*Task description:*
All lines in the data bearing the string "linecap" should be identified and copied.

++++

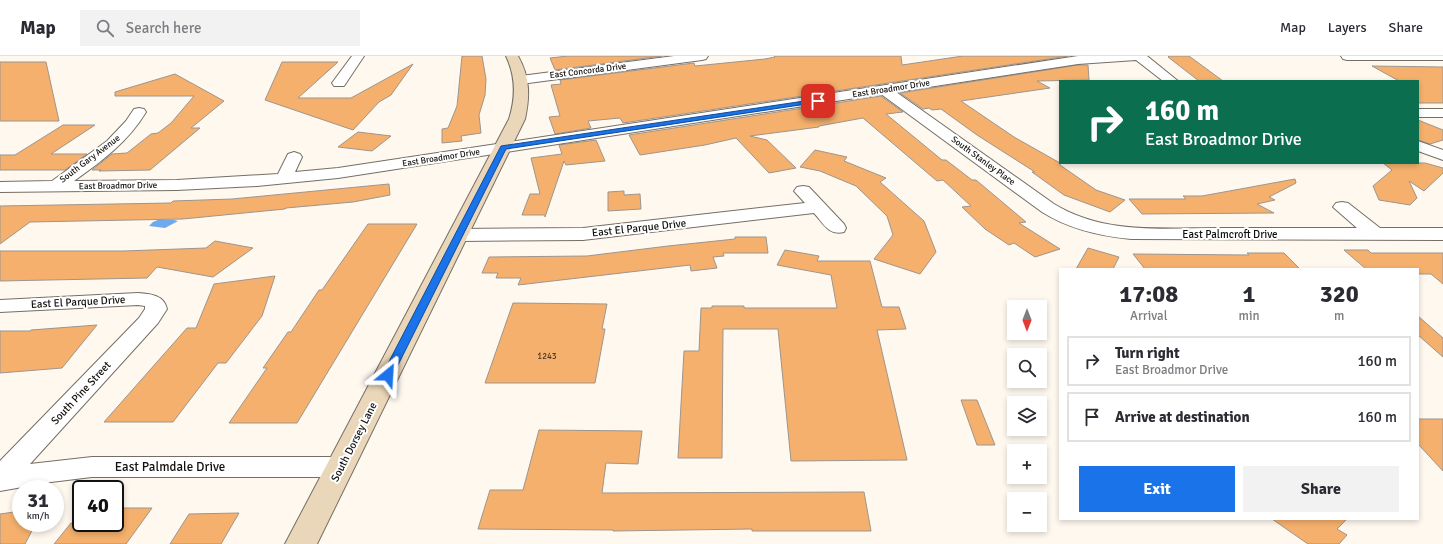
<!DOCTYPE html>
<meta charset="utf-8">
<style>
body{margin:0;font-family:Signika,sans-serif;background:#f2f2f3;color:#2b2b33;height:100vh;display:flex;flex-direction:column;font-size:15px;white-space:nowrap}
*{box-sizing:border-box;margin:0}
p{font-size:13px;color:#7c7c81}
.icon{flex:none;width:22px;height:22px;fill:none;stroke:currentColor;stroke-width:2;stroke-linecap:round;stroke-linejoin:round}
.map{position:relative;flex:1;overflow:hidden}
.sheet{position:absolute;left:1059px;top:212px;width:360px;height:252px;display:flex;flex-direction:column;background:#fff;border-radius:0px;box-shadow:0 2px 6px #0003}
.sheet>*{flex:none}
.hud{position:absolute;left:1059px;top:24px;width:360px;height:84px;border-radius:0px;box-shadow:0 2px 6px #0003;background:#0b6e4f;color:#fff;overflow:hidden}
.needle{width:26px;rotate:180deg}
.buttons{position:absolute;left:1007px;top:244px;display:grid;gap:8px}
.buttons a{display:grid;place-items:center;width:40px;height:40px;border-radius:0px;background:#fff;box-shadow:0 2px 6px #0003;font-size:20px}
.speed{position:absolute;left:12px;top:424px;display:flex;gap:8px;font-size:20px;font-weight:700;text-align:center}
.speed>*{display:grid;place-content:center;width:52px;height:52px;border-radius:50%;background:#fff;box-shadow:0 2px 6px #0003;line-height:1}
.speed small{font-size:10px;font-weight:400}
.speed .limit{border:2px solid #111;border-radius:6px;background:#fff;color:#111}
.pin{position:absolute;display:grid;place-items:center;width:34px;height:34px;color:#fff;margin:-17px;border-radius:8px;box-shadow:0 2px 6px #0006}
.me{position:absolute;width:44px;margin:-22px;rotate:27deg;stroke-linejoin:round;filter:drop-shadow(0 0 3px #0008)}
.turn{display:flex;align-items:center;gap:14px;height:84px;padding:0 20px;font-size:18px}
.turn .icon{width:52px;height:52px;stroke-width:2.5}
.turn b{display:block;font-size:28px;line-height:34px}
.eta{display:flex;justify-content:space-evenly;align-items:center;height:68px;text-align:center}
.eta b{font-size:24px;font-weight:800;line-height:28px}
.primary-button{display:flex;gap:8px;margin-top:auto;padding:8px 20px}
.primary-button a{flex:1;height:46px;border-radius:0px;background:#1a73e8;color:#fff;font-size:16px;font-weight:800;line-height:46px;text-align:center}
.primary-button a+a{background:#f2f2f3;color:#2b2b33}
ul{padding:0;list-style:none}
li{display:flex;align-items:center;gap:12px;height:50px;margin:0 8px 6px;padding:0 12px;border:2px solid #e1e1e2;border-radius:0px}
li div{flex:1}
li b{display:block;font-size:15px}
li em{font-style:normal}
header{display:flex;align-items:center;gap:24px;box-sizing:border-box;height:56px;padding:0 20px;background:#fff;border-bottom:1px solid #e1e1e2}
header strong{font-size:19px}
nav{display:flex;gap:22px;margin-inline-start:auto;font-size:14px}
.search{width:280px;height:36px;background:#f2f2f3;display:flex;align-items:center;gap:10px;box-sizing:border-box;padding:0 14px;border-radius:0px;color:#7c7c81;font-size:15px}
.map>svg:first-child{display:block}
.water{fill:#6fa9ed}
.building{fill:#f5b06d;stroke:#9e958d}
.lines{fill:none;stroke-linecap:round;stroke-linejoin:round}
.street-casing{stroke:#756e65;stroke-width:2}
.secondary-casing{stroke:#756e65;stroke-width:2}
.street{fill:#fff;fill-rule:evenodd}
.secondary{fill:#ead6b8;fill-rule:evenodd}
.route{fill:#1a73e8;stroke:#114b97}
.labels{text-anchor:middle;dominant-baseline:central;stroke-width:4;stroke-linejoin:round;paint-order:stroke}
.far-street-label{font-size:9px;fill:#12100c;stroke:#fff}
.number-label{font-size:9px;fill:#4b3824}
.street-label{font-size:11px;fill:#12100c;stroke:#fff}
.near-street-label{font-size:13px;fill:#12100c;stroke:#fff}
</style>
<header>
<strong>Map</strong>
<div class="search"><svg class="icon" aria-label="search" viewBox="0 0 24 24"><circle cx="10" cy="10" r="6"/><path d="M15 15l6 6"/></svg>Search here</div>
<nav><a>Map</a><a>Layers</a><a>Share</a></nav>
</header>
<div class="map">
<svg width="1443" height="488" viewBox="0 0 1443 488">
<rect width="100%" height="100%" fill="#fef8ef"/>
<!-- water -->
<polygon class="water" points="158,164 174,164 178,165 165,172 149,170 153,166"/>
<!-- building -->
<g class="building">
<polygon points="462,0 482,0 486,23 485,39 479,59 481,77 461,80 462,85 442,87 442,73 448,72 457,50"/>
<polygon points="568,0 662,0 555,14 550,2"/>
<polygon points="774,0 901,0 902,9 963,0 1068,0 623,67 620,62 588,65 591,72 555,78 549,61 560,60 551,29 561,28 560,24 694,7 695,10 765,3 775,1"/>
<polygon points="1169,0 1189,0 1223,25 1199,25 1168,1"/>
<polygon points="0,6 46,6 59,65 0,65"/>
<polygon points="282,6 338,6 298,42 351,42 413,8 391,39 379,46 353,74 265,44"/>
<polygon points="1078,9 1088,9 1089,24 1037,25 1050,32 961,45 1014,81 1060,107 1060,109 1096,134 1125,144 1110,156 1064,139 1032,116 1035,116 977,79 941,53 932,54 929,52 923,53 900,37"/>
<polygon points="1372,10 1443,11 1443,47 1418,47 1418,25 1399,25"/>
<polygon points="175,18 224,45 191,72 200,72 150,114 99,115 101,114 92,114 112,98 127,97 151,78 158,77 171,67 194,40 115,40 115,36"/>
<polygon points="881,40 903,56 886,58 942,104 946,104 972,124 976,124 1026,166 1019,167 1060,193 1035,201 1014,187 1009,189 985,173 962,151 971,150 943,124 937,125 863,62 819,70 819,71 750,80 767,84 796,112 769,117 736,82 705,89 640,99 629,79"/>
<polygon points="1418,64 1443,74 1443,84 1430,88 1418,84"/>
<polygon points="63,69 95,69 51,98 87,98 65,114 0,114 0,99 15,99"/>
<polygon points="358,76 391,80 372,95 338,91"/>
<polygon points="596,84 605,105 566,109 564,105 545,161 545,159 522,159 530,138 540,138 531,102 562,98 559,89"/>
<polygon points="815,94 847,101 844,105 886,122 880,126 924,165 936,196 920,218 874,203 893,179 887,160 856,130 820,115 800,111"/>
<polygon points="1383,107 1425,107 1443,112 1443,117 1424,135 1409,125 1417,142 1410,149 1379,144 1373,130 1392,114"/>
<polygon points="1295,123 1296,127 1269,141 1275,144 1257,148 1274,157 1142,158 1129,143 1186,143 1183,140 1202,140"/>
<polygon points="389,128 390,139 353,146 286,152 285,153 183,163 30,166 0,188 0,150 171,147 173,145 232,143"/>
<polygon points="624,135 624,139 640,138 641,153 608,155 608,136"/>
<polygon points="368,168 417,168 297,367 229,367 267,312 263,312 288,276 291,276 319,234 322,234"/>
<polygon points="735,181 766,181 768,197 723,197 724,200 713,201 717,212 691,215 690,209 518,229 521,222 496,222 498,217 482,217 489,201 587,200 668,190 735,183"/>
<polygon points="215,185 253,192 213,221 157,211 147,222 0,225 0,195 124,195 206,192"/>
<polygon points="1088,192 1119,201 1113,213 1076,213"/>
<polygon points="785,194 819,200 817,205 870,205 882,251 899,251 906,273 877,274 907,404 791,405 778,273 723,273 722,402 678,402 684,295 699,295 701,252 712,252 712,250 744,250 744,252 837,252 831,219 777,209"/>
<polygon points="1344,194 1368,194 1371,197 1443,197 1443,228 1431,218 1418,218 1418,213 1366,213"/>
<polygon points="1247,197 1284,197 1300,213 1145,213 1133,198 1249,199"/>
<polygon points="275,220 262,260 226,307 218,307 173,366 104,366 187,272 196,272 214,228"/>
<polygon points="513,247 607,248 602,273 605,273 595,327 485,327"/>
<polygon points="1418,260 1443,282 1443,301 1418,279"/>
<polygon points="97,269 62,312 0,317 0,275 30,275 31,274"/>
<polygon points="961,344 977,344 995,389 977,389"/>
<polygon points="1418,363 1443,363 1443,415 1418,388"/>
<polygon points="539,374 642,375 638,408 606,407 602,437 864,436 871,475 752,475 752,473 613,475 613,474 478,473 490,434 523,434"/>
<polygon points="115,452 152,452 126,488 54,488 71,467 115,467"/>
<polygon points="21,455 21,467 36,467 25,488 0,488 0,458"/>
<polygon points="239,457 221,488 170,488 189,458"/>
<polygon points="1272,463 1347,463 1337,473 1347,479 1339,488 1308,488"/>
</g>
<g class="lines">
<!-- street casing -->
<g class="street-casing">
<g id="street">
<polygon points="352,0 364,0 344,30 334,30 332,27"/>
<polygon points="674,0 708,0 706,3 702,4 521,28 516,27 514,24 516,21 521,20"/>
<path d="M1078 0H1147L1178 25H1163L1136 4 1078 8 896 36 1054 148C1105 179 1163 172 1220 172 1266 172 1312 172 1357 172L1333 151 1336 147 1342 146 1348 147 1380 172H1443V184L1131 183C1099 180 1069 173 1042 156L881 38 338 122 257 130 177 134 0 136V126L52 125 107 85 126 65 134 53 139 52 144 53 146 56C128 86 102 105 74 125L177 124 278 118 288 98 294 96 300 98 302 101 295 116 338 112Z"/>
<polygon points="1341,0 1443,0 1443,4 1347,4 1343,3"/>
<rect x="1418" y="53" width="25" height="8"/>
<polygon points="1418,85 1443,94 1443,104 1418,95"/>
<path d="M803 130 809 131 844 168 846 172 844 176C829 180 823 167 814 157L583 184 459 185 452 183 450 179 452 175 459 173 583 172 805 147 794 135 797 131Z"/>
<path d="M138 237C151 238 164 239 167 253L158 267 30 408 92 401H340L350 404 353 411 350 418 340 421H92L51 426 0 435V405L139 262 145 253V250L138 249 0 256V244Z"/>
</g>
</g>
<!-- secondary casing -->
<g class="secondary-casing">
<path id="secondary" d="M506 0H518C530 21 530 40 525 63L317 488H285L509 63C516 41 516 21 506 0Z"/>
</g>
<!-- street -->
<use href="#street" class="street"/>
<!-- secondary -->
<use href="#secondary" class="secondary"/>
</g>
<!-- route -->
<polygon class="route" points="818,43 821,45 820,46 506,93 393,319 391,322 384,322 382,319 501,90"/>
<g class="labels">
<!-- far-street labels -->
<g class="far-street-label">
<text transform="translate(588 15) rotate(-7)">East Concorda Drive</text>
<text transform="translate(891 33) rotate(-9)">East Broadmor Drive</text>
<text transform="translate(441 102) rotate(-9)">East Broadmor Drive</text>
<text transform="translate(90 103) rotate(-37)">South Gary Avenue</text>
<text transform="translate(983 105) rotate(36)">South Stanley Place</text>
<text transform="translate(118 130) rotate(-1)">East Broadmor Drive</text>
</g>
<!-- number labels -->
<g class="number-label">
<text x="547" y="300">1243</text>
</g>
<!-- street labels -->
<g class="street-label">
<text transform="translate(639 172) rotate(-6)">East El Parque Drive</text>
<text x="1230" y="178">East Palmcroft Drive</text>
<text transform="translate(78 246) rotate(-3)">East El Parque Drive</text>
<text transform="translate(81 337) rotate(-47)">South Pine Street</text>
<text transform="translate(354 386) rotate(-63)">South Dorsey Lane</text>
</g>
<!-- near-street labels -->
<g class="near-street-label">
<text x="170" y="411">East Palmdale Drive</text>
</g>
</g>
</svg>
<div class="buttons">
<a><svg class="needle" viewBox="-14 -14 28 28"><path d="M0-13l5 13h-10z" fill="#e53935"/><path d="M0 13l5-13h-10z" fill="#7c7c81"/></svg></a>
<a><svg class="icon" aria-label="search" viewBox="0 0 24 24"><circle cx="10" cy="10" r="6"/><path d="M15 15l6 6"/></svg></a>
<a><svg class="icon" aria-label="layers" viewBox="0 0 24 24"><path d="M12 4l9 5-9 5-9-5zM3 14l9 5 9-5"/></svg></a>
<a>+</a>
<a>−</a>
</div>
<div class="speed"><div>31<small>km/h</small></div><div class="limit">40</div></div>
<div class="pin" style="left:818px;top:45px;background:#d93025"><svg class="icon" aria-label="arrive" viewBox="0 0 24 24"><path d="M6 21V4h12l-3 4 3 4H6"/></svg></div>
<svg class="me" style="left:388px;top:319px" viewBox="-20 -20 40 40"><path d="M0-17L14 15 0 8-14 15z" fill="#1a73e8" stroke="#fff" stroke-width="4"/></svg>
<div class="hud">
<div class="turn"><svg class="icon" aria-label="right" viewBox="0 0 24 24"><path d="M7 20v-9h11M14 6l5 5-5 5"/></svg><div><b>160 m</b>East Broadmor Drive</div></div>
</div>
<section class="sheet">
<div class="eta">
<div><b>17:08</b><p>Arrival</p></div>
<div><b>1</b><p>min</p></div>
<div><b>320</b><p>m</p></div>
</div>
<ul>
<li><svg class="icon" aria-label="right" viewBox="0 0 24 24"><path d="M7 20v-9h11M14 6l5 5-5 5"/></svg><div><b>Turn right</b><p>East Broadmor Drive</p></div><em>160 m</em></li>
<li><svg class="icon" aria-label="arrive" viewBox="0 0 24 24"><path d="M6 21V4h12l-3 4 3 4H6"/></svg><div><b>Arrive at destination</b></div><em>160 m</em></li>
</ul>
<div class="primary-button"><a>Exit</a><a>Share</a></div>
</section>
</div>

++++

*Response to this exercise:*
.icon{flex:none;width:22px;height:22px;fill:none;stroke:currentColor;stroke-width:2;stroke-linecap:round;stroke-linejoin:round}
.lines{fill:none;stroke-linecap:round;stroke-linejoin:round}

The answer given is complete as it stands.